River Oaks Community Church, which is on the same side of the street as the high school and allowed parking in its lot previously but discontinued it this year because of a number of incidents and safety concerns, agreed to allow students to park on its campus again.

Buffkin said that the church is setting up a permit program where students will have assigned spaces and that Clemmons policing officers have agreed to circle through the lot periodically.

“I think the most important thing that came out of the entire meeting was the directive to the students, who are parking at Friends Baptist Church while River Oaks works through their process, stressing the importance of staying on the west side of Lewisville-Clemmons Road until they get down to either where the crossing guard is or continuing north to the signalized intersection and crossing with the light as it permits,” Buffkin said. “Sgt. (Brian) Gieger said that the students have been observed actually following that directive, so for the first week it seems we have addressed the issue and made some amount of success in keeping the students safe.”

In other business, the council:

• Received an update from planner Megan Ledbetter regarding the Market Street Drive project on meeting with Davie Construction and scheduling a construction date for Phase IA with property owners of Village Square and Verizon for the first of June, and receiving final construction documents for the roadway design for Phase II and submitting those to Hubbard Realty and the property owner of Wells Fargo.

• Approved a contract with Carolina Video Security Inc. for $1,994 for a camera, related equipment, installation and project management to provide livestreaming for Clemmons Village Council meetings.

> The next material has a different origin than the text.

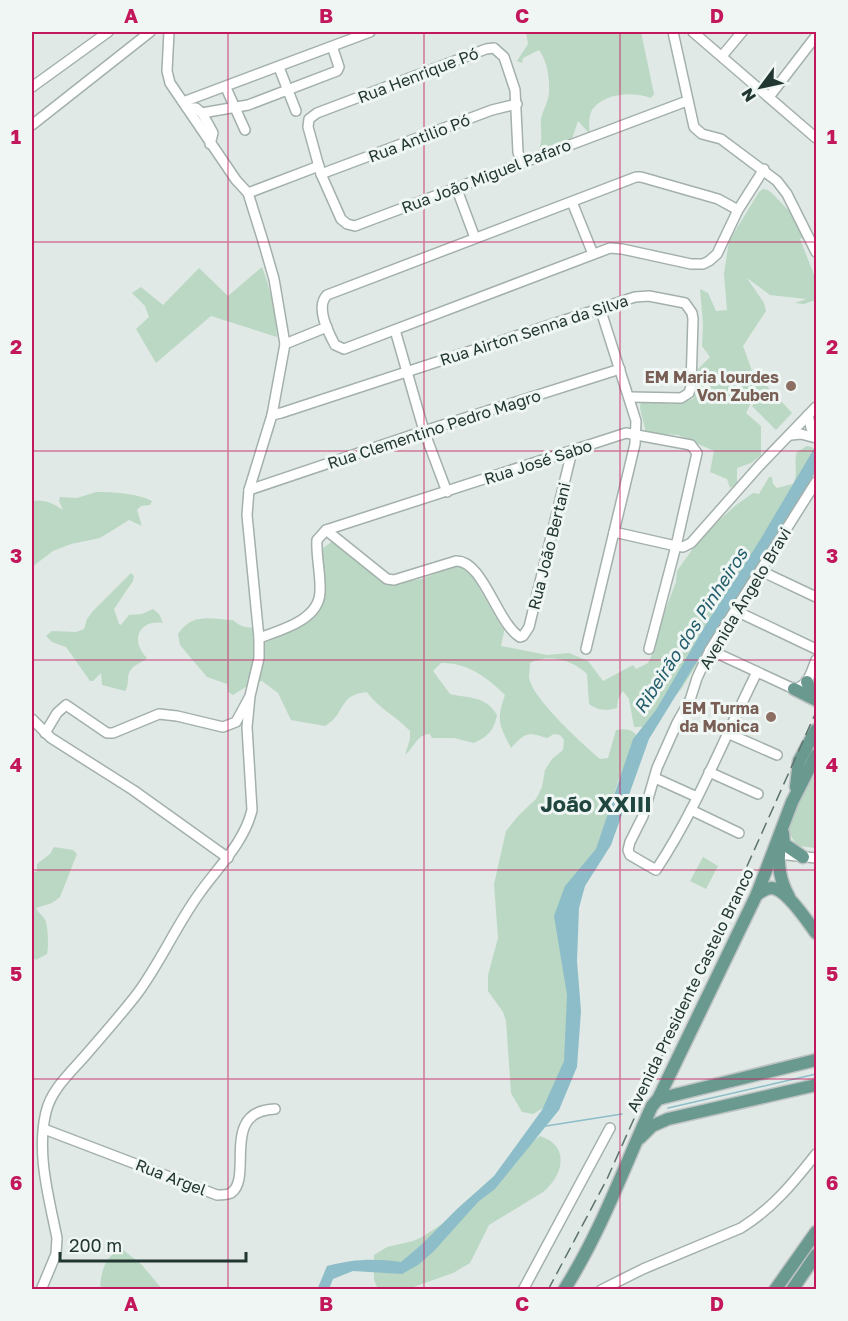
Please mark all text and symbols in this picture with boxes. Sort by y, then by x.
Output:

• Decided again to not move forward with any painting for the water tower in Clemmons.

• Accepted the resignation from Casey Matuszak from the Planning Board. He is moving to the Raleigh area to be closer to family.

• Heard from Shannon Ford in the marketing/communications report regarding a couple of upcoming events – Family Fishing Fun on Saturday, March 23, from 10 a.m. to noon at River Oaks Community Church and Operation Medicine Drop on Monday, March 25, from 10 a.m. to 1 p.m. at the Clemmons Fire Department (James Street location).